Incumbent Jay Hottinger (R-Newark) of the 71st Ohio House District will be challenged in the Nov. 6 election by Newark Democrat Brady Jones.

Incumbent Jay Hottinger (R-Newark) of the 71st Ohio House District will be challenged in the Nov. 6 election by Newark Democrat Brady Jones.

The 71st District's new boundaries, redrawn last year, still encompass about half of Licking County, including most of Pataskala and all of Granville, Heath, Johnstown and Newark. The district also touches the eastern city limits of Reynoldsburg.

Hottinger, 42, has represented the 71st District since 2007. Prior to that, he represented the 77th Ohio House District and the 31st Senate District.

Hottinger is vice president of sales for Truck One. He graduated from Newark High School in 1988 and has a bachelor's degree in public administration and political science from Capital University. He is married and has three children.

Jones, 41, is a welder and pipefitter who is running for public office for the first time. He is a Newark High School graduate with five years of trade school training at Owens Community College.

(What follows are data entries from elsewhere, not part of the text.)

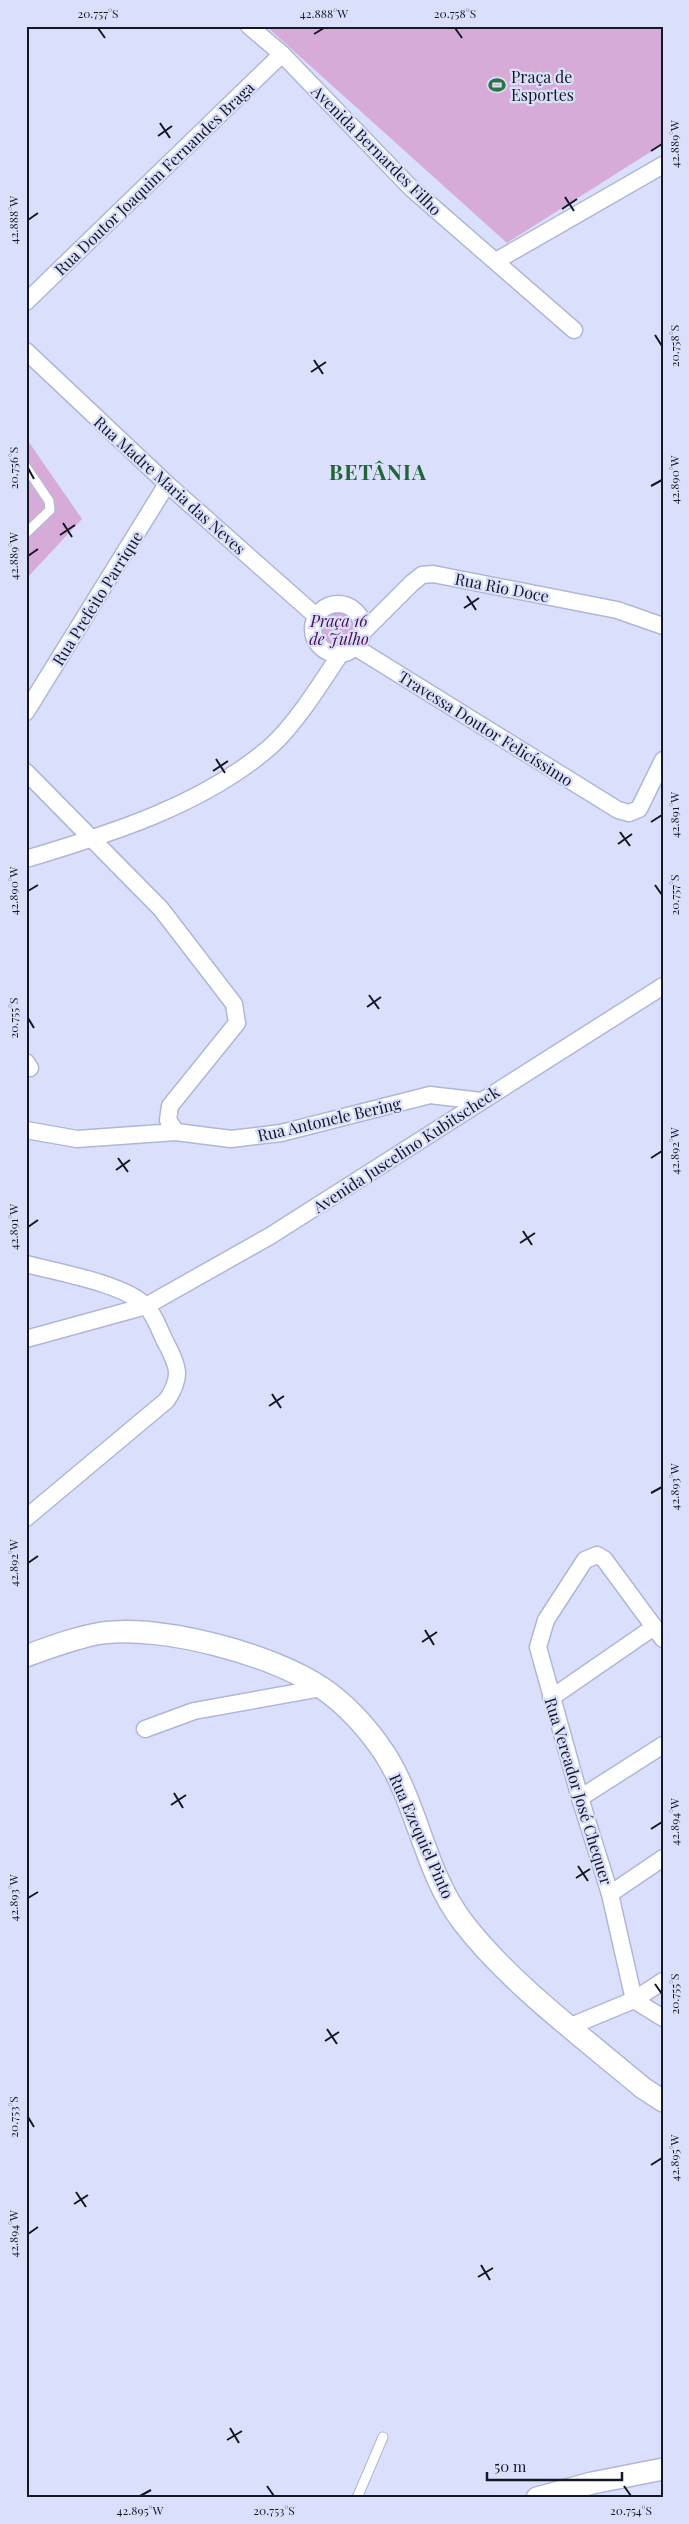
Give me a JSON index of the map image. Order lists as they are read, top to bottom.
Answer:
{
  "streets": {
    "street": [
      "Avenida Bernardes Filho",
      "Rua Doutor Joaquim Fernandes Braga",
      "Rua Madre Maria das Neves",
      "Rua Rio Doce",
      "Rua Prefeito Parrique",
      "Travessa Doutor Felicíssimo",
      "Rua Antonele Bering",
      "Avenida Juscelino Kubitscheck",
      "Rua Vereador José Chequer",
      "Rua Ezequiel Pinto"
    ]
  },
  "crossings": [
    ["Avenida Bernardes Filho", "Rua Doutor Joaquim Fernandes Braga"],
    ["Rua Madre Maria das Neves", "Rua Rio Doce"],
    ["Rua Madre Maria das Neves", "Rua Prefeito Parrique"],
    ["Rua Madre Maria das Neves", "Travessa Doutor Felicíssimo"],
    ["Rua Rio Doce", "Travessa Doutor Felicíssimo"],
    ["Rua Antonele Bering", "Avenida Juscelino Kubitscheck"]
  ],
  "districts": ["BETÂNIA"],
  "parks": ["Praça 16 de Julho"],
  "places": {
    "sports": ["Praça de Esportes"]
  },
  "scale_bar": "50 m",
  "coordinates": [
    "20.757°S",
    "42.888°W",
    "20.758°S",
    "42.889°W",
    "20.756°S",
    "42.890°W",
    "42.891°W",
    "20.755°S",
    "42.892°W",
    "42.893°W",
    "42.894°W",
    "20.753°S",
    "42.895°W",
    "20.754°S"
  ]
}
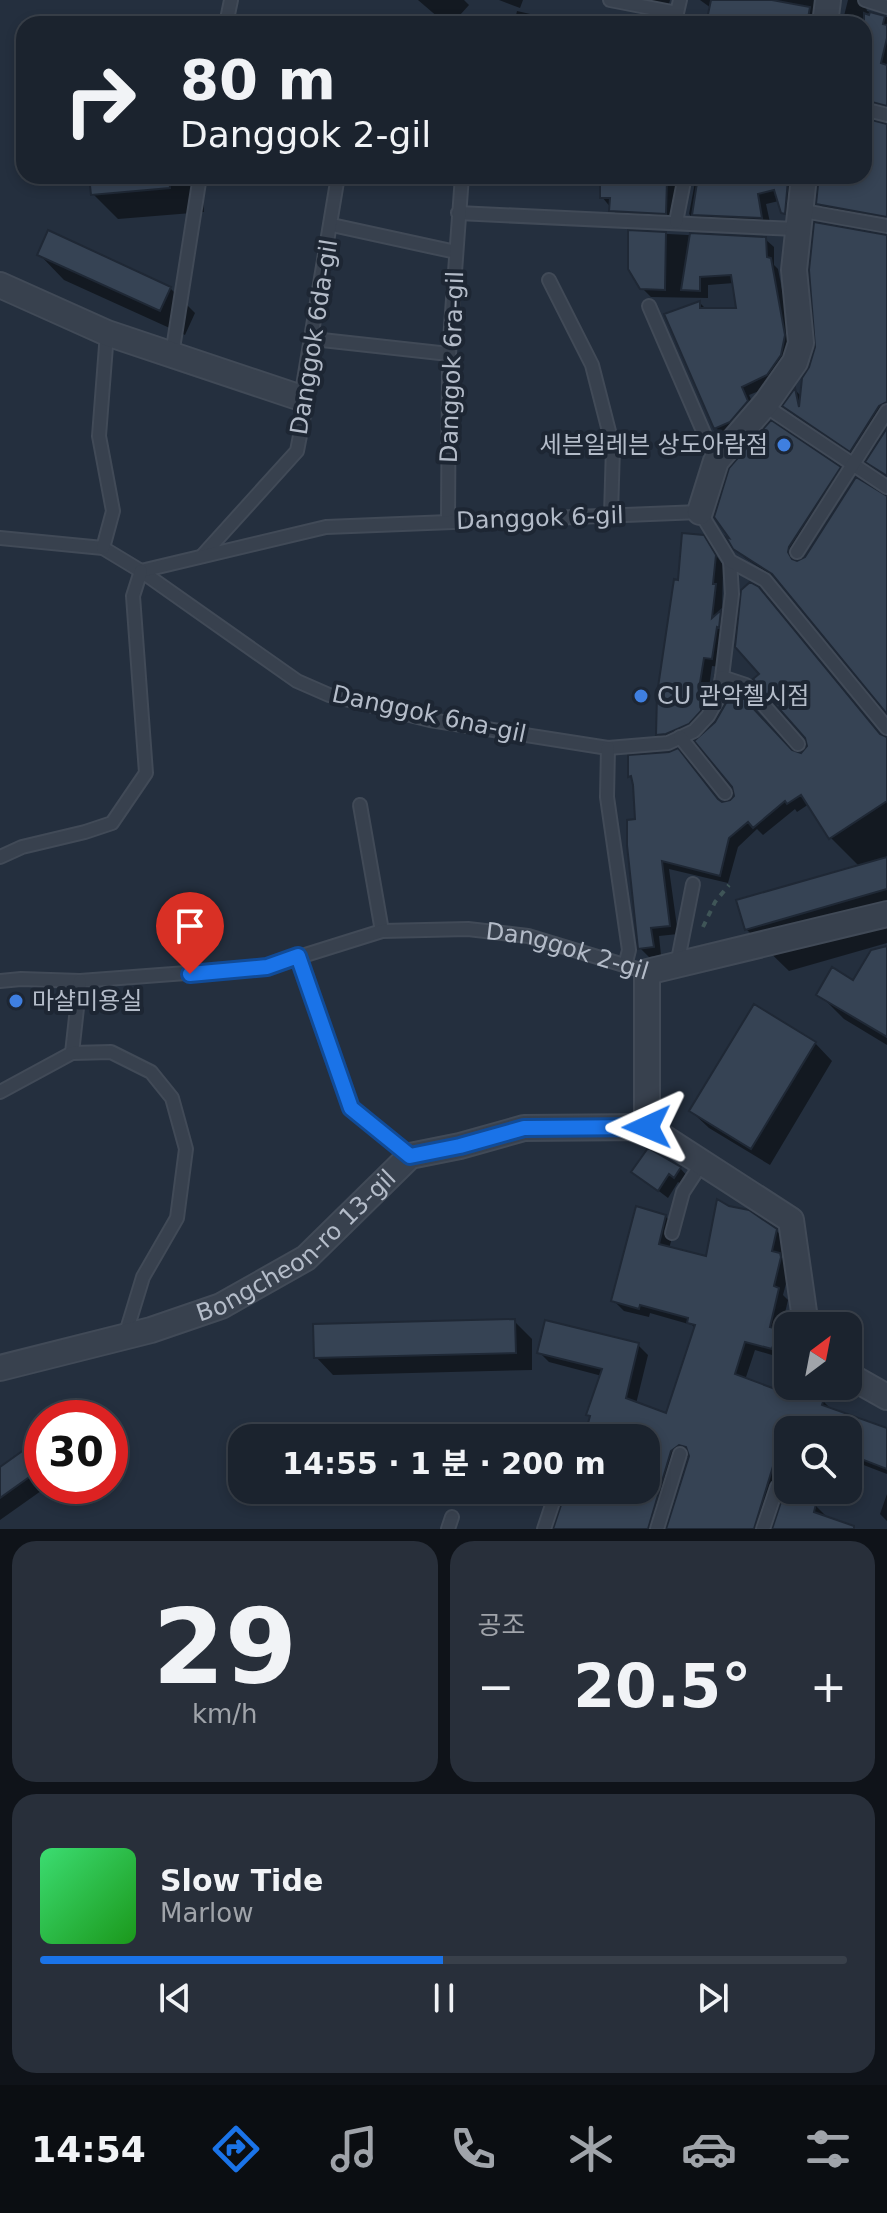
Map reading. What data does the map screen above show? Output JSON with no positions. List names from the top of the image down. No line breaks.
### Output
{"streets":{"street":["Danggok 2-gil","Bongcheon-ro 13-gil"],"lane":["Danggok 6da-gil","Danggok 6ra-gil","Danggok 6-gil","Danggok 6na-gil"]},"crossings":[["Danggok 6da-gil","Danggok 6-gil"],["Danggok 6ra-gil","Danggok 6-gil"],["Danggok 6-gil","Danggok 6na-gil"]],"places":["세븐일레븐 상도아람점","CU 관악첼시점","마샬미용실"],"north":"top right","page":{"turn":["80 m","Danggok 2-gil"],"limit":"30","trip":"14:55 · 1 분 · 200 m","tile":[["29","km/h"],"공조"],"heat":["−","20.5°","+"],"song":["Slow Tide","Marlow"],"tabs":"14:54"}}
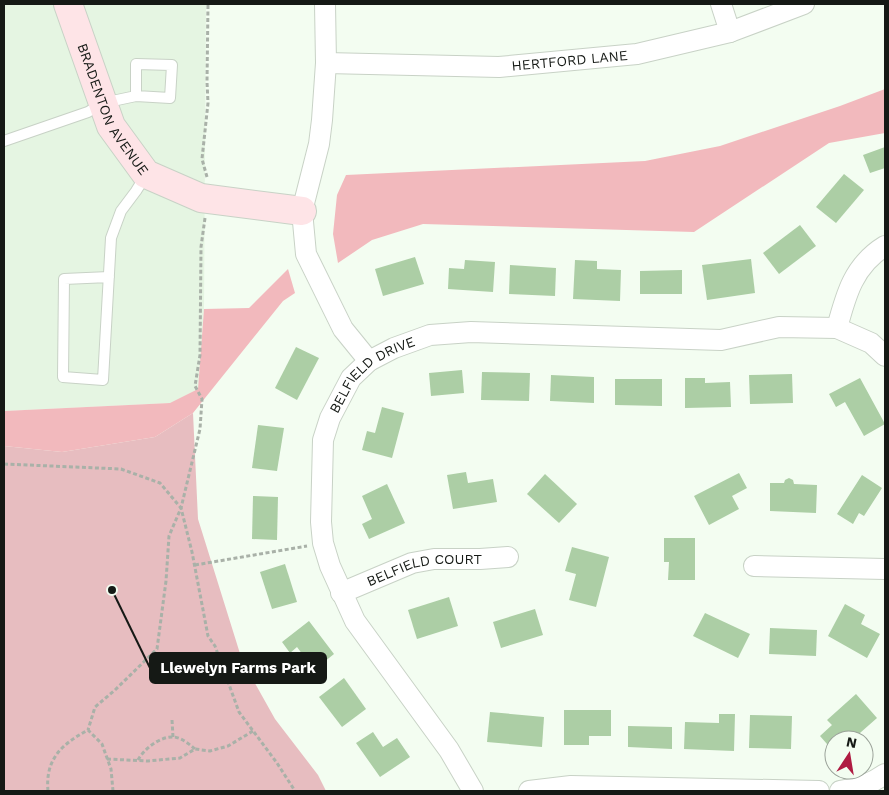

He has three children.

ThisWeek asked both candidates a series of questions about:

* Hydraulic fracturing, a technique often called "fracking," to mine natural gas and petroleum from Ohio's shale rock, which begins in Licking County and stretches underground across the eastern part of the state.

* The budget deficit closed by Gov. John Kasich and the state legislature.

* Ohio's Third-Grade Reading Guarantee.

* Issue 2, which will appear on the Nov. 6 ballot.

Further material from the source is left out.